Durable goods, which include items designed to last three years or more, require substantial financial commitments from consumers and businesses. The November pullback suggests waning confidence among buyers, reflecting uncertainty over the economic outlook and inflationary pressures.
While the Census Bureau’s decline in durable goods orders reflects weakness, some bright spots emerged. Orders for core capital goods, a key proxy for business investment, rose by 0.7 percent in November, signaling optimism in certain industries. This uptick suggests some manufacturers are investing in equipment upgrades and production capabilities, anticipating stronger demand in the future.

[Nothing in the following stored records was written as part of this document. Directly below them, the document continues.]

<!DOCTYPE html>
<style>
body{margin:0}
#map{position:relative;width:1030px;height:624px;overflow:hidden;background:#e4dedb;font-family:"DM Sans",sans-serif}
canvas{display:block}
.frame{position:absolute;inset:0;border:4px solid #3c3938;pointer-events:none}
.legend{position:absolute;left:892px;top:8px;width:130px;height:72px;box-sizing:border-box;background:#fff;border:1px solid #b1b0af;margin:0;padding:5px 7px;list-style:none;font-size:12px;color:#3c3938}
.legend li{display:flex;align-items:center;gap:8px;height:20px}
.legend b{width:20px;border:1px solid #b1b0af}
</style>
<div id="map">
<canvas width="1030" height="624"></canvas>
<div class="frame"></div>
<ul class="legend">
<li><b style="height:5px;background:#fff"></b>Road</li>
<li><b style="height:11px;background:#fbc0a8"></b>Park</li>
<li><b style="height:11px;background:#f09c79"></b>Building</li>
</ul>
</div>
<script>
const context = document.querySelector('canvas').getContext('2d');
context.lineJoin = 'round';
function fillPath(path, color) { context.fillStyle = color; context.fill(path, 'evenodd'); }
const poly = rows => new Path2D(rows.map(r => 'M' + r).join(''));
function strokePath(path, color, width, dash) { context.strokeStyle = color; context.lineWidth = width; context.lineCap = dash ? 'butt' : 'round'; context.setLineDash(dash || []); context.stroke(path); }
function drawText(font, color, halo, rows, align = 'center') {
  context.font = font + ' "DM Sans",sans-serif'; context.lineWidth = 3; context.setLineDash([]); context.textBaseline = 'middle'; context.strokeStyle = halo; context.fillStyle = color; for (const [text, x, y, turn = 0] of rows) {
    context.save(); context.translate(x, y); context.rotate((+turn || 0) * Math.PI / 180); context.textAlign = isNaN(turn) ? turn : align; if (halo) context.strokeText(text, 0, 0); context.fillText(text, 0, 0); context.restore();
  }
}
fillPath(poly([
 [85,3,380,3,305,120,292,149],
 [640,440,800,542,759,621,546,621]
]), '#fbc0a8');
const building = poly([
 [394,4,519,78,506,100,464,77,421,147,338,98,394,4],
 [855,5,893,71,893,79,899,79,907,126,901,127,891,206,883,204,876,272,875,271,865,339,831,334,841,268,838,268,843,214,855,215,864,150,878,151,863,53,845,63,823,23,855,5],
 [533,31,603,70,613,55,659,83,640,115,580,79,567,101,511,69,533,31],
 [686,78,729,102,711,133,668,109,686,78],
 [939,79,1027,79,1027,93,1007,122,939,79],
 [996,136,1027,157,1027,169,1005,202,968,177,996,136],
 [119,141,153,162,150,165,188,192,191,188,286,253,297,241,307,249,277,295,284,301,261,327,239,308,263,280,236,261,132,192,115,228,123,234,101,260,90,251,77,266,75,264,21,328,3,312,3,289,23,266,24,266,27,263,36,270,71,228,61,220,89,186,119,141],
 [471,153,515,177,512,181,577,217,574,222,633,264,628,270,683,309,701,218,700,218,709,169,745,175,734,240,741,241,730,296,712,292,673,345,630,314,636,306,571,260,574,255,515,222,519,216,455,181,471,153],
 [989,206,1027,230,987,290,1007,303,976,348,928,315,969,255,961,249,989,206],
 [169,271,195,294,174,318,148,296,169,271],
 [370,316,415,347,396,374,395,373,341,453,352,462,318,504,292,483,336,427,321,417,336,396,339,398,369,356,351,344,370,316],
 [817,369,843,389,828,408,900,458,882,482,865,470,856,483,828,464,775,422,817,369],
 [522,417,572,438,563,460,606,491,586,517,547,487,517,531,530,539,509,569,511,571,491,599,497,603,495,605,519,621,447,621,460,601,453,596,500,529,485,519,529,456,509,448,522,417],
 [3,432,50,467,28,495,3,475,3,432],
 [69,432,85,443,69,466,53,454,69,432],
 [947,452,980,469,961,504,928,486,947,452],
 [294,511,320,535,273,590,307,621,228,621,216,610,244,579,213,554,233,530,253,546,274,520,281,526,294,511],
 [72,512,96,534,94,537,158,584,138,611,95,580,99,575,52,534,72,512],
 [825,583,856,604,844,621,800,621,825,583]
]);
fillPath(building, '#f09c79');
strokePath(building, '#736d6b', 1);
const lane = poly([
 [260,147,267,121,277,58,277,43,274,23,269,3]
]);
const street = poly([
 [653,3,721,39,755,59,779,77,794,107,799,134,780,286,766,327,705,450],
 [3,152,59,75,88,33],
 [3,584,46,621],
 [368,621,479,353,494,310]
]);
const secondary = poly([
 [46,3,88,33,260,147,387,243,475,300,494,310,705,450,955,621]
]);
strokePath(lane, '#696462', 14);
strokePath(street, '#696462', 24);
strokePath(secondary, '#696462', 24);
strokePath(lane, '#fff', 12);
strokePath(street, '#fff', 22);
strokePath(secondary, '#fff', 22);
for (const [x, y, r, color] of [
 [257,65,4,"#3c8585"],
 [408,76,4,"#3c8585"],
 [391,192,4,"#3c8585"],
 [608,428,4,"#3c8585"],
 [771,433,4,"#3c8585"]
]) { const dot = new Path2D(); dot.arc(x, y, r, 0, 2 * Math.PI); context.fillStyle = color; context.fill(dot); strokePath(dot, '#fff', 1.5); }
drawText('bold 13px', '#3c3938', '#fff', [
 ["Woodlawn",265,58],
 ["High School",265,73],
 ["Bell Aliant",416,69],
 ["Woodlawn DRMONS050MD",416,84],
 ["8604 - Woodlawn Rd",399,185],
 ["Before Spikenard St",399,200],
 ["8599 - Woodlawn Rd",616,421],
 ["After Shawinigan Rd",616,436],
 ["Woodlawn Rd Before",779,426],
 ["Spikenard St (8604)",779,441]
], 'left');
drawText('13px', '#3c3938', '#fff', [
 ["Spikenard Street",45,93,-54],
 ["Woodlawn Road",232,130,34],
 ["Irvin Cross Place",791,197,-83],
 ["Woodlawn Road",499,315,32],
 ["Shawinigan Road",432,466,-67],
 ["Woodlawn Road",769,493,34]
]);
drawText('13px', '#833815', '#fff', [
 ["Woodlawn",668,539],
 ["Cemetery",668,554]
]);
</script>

Still, the broader manufacturing picture remains challenging, with transportation equipment—a major category—experiencing a 2.9 percent decline in orders.
“Compared to last month, consumers in December were substantially less optimistic about future business conditions and incomes. Moreover, pessimism about future employment prospects returned after cautious optimism prevailed in October and November,” Dana Peterson, chief economist at The Conference Board, said in a statement.
Wall Street’s main indexes were mostly higher in early afternoon trading on Monday despite the release of disappointing data on consumer confidence mixed with a retreat in new orders of durable goods.
The S&P 500 was up 0.57 percent at 5,964.68, and the Nasdaq rose 0.87 percent to 21,475.42, with the Dow Jones Industrial Average 0.04 percent lower at 42,823.81 as of 2:07 p.m. on Dec. 23.
After gaining momentum since the November presidential election, Wall Street’s rally stumbled this month, weighed down by the Fed’s revised forecast of only two 25-basis-point rate cuts in 2025—down from four projected in September—and an upward revision to its annual inflation outlook.
Tim Ghriskey, senior portfolio strategist at Ingalls & Snyder, said investors are concerned about the economy and the Fed’s future moves and uncertain about the policies of the incoming administration of President-elect Donald Trump.
“There’s concern about the economy. There’s concern about the Fed making a wrong move, and there’s the great unknown of what Trump is actually going to do,” Ghriskey said.
Trump has promised to adopt business-friendly policies that would boost America’s manufacturing sector. He has pledged to reduce U.S. reliance on offshore supply chains by incentivizing domestic production while vowing to lower energy costs, a key input for businesses that impacts bottom lines. The president-elect has also vowed to extend tax cuts, roll back regulations, and renegotiate trade policies to bolster American industry.